In our last instalment of setting and social history, we talked about how setting can be a key component in our stories especially when we view it as a character in our family history stories.
Today, we will look at mapping our setting. We will look at the purpose of a map as a tool in writing our family history stories. I’ll show you how I created my own setting map for guiding my writing. There are three features I like to keep in mind when creating my setting map; the main setting, beyond the central location and the activities and occupation that provide the movement throughout the setting. Let’s get started by looking at each one of these key elements.
Your Main Setting
In most cases, the primary setting of your story will take place in a city, town or village. However, your story could be on a ship or any other of many locations. Regardless of where your setting is taking place, we need to include all the internal buildings and places within the setting. For example your ancestor’s home, his place of work, where he worships and where he gathers with other towns people to visit.

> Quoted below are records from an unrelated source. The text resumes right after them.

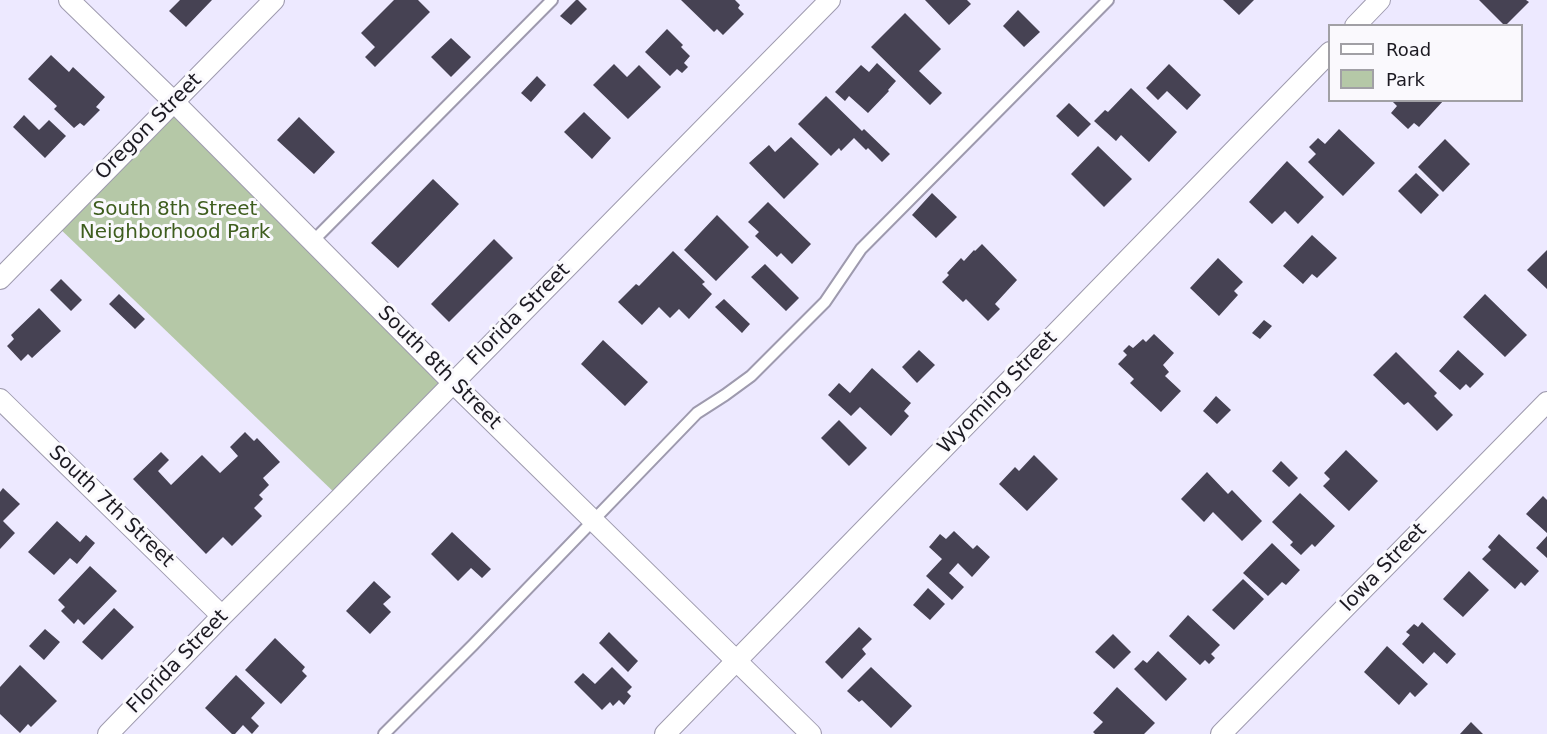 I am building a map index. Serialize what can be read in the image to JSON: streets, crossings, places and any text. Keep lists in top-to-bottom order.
{
  "streets": {
    "street": [
      "Oregon Street",
      "Florida Street",
      "South 8th Street",
      "Wyoming Street",
      "South 7th Street",
      "Iowa Street"
    ]
  },
  "crossings": [
    ["Oregon Street", "South 8th Street"],
    ["Florida Street", "South 8th Street"],
    ["Florida Street", "South 7th Street"],
    ["South 8th Street", "Wyoming Street"]
  ],
  "parks": ["South 8th Street Neighborhood Park"],
  "legend": ["Road", "Park"]
} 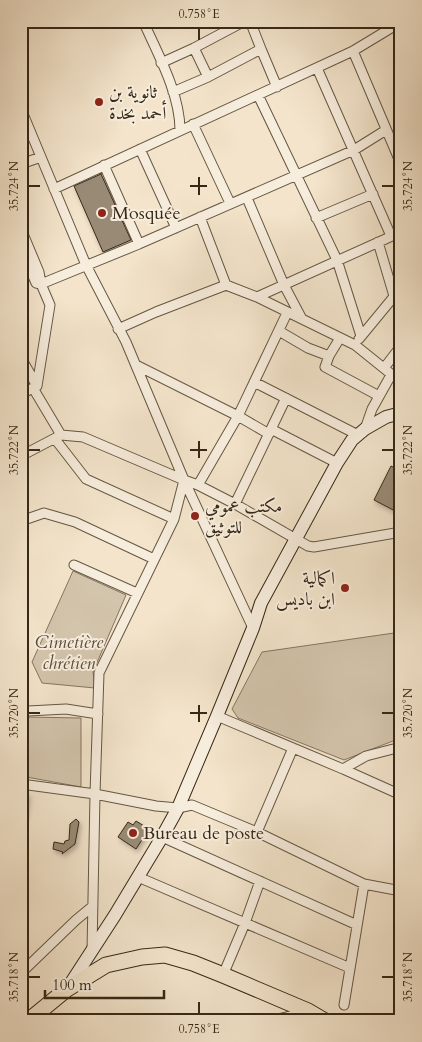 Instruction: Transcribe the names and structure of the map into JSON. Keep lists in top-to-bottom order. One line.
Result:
{"parks":["Cimetière chrétien"],"places":["ثانوية بن أحمد بخدة","Mosquée","مكتب عمومي للتوثيق","اكمالية ابن باديس","Bureau de poste"],"scale_bar":"100 m","coordinates":["0.758°E","35.724°N","35.722°N","35.720°N","35.718°N"]} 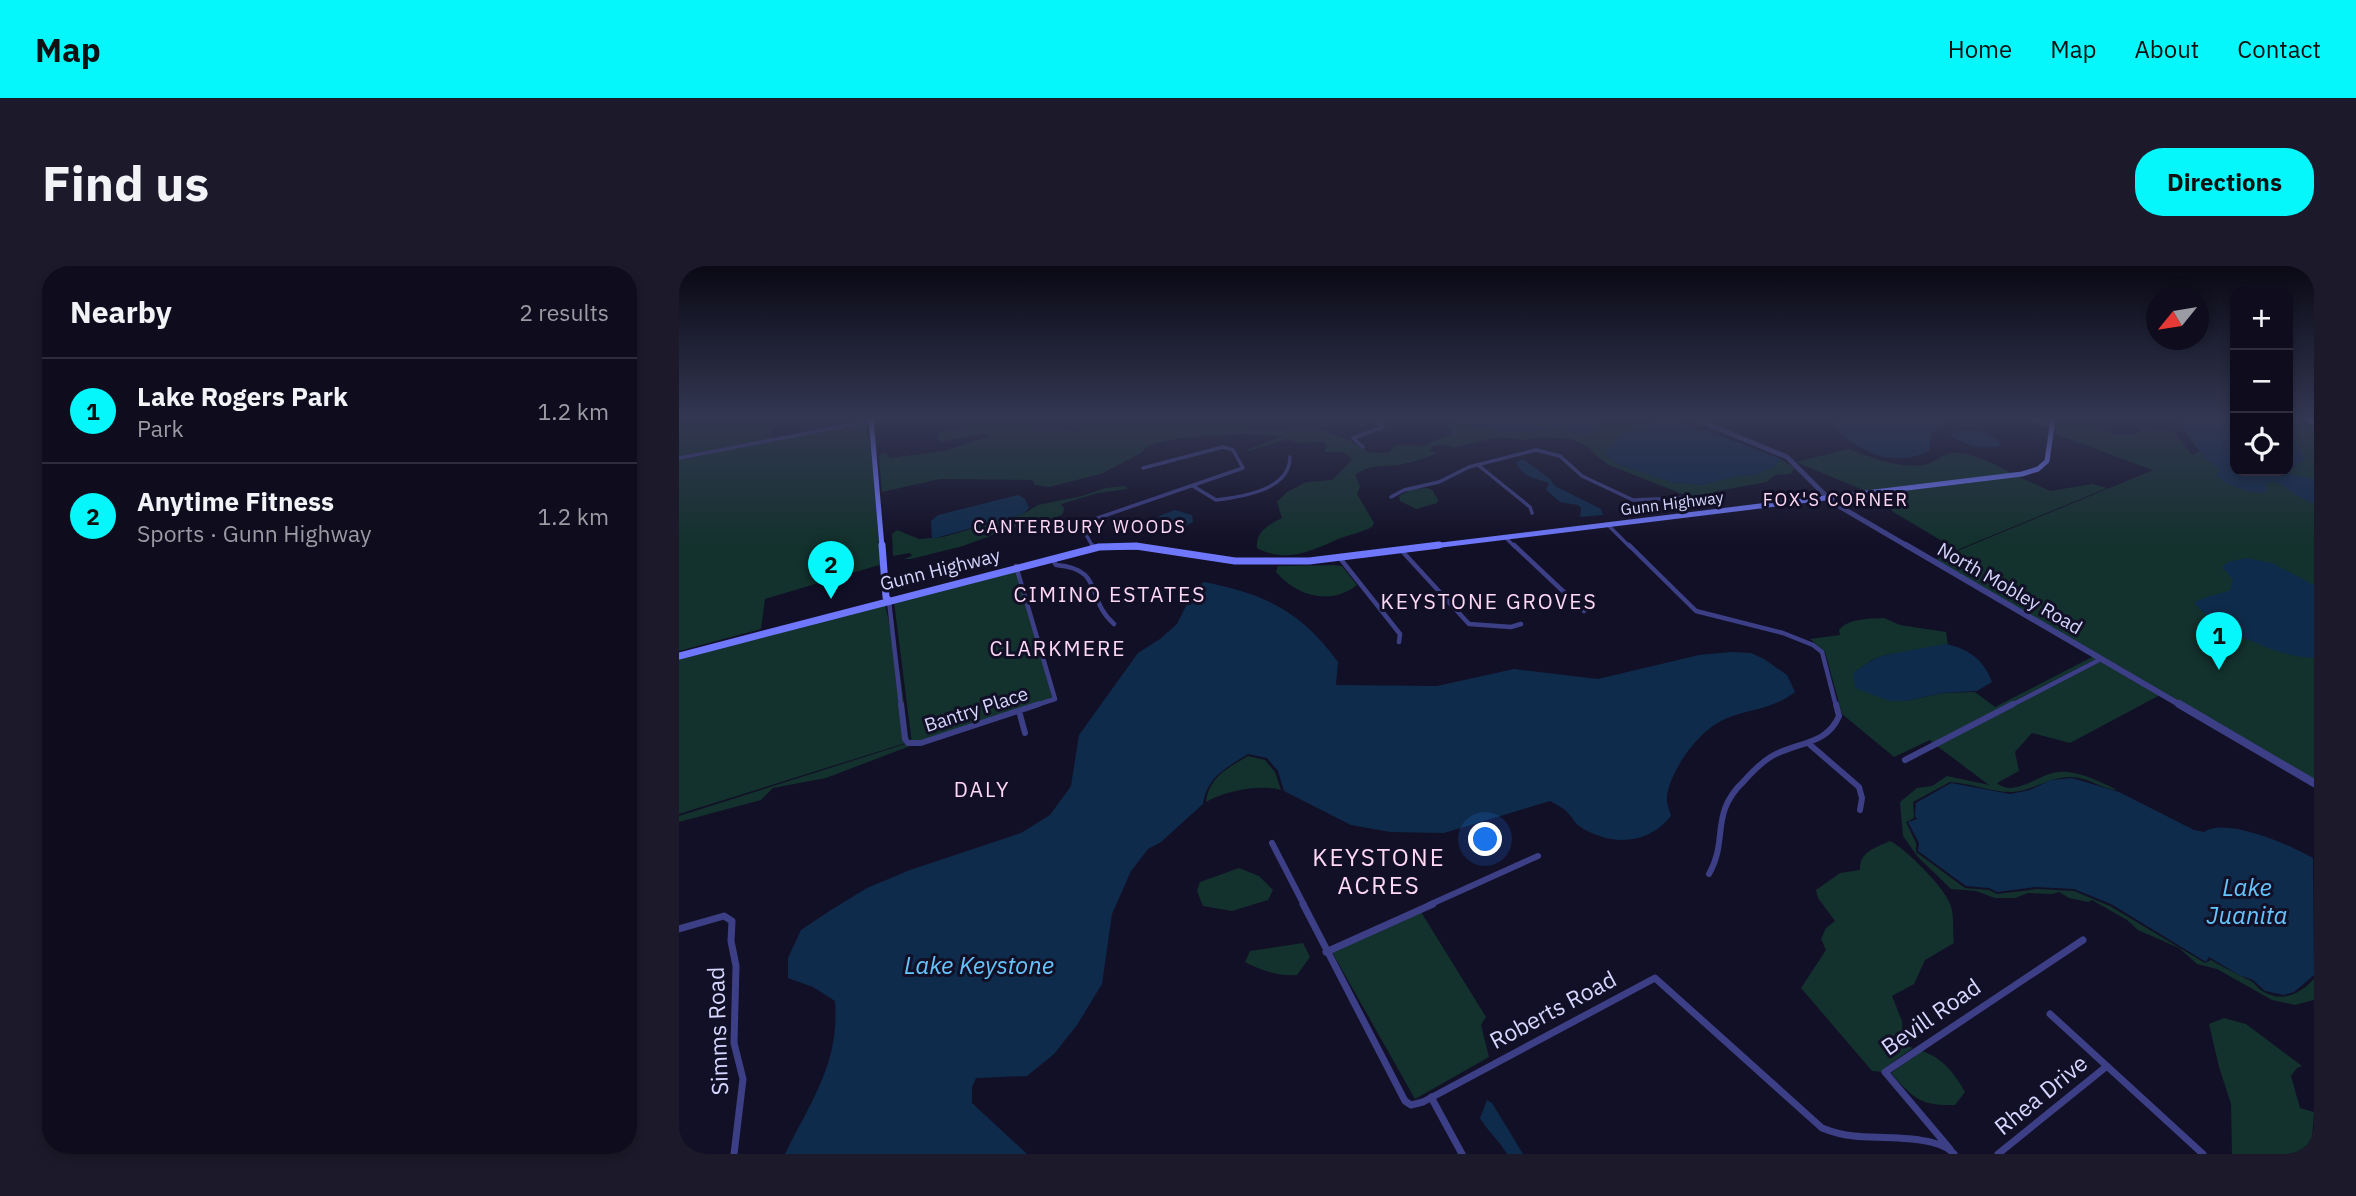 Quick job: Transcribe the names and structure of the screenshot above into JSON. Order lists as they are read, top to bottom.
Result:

Beyond the Central Location
You’ll also want to consider what is beyond the central location. For example, if your story takes places in a small town is it surrounded by lakes, forests, swamps or is it a city surrounded by industry or a ship surrounded by water.
Activities and Occupation
If your ancestor was a farmer, (we have a lot of those in our research), then details of how he performed his job and how he moved about in his day to day activities is very much a part of your story setting. Describing the physical characteristics of a farm, the land, the buildings and so on is one aspect of the setting. Explaining how to fix a broken wagon or harvest the crops in the field is also an element of your story setting. How did your ancestor move about to school, church, and get the groceries? Where were these places located in relationship to your ancestor’s home?
The Purpose of a Setting Map
Creating setting map can be very helpful when writing your family history stories and dealing with the location and activities of your ancestor. They can aid your writing in many ways.
Maps can enable the tracking of your ancestor’s location throughout the story.
As your ancestor moves about, from his job to home and church or the grocery store, it’s important to know where each of these locations is located in the story setting. Place them on your map as a visual tool.
Your map can help to reflect on your ancestor’s awareness of their surroundings.
As you move your ancestor through their activities, your map can help you develop an awareness of your ancestor’s surroundings.
A setting map can act as a tool for measuring your ancestor’s movement from point a to point b.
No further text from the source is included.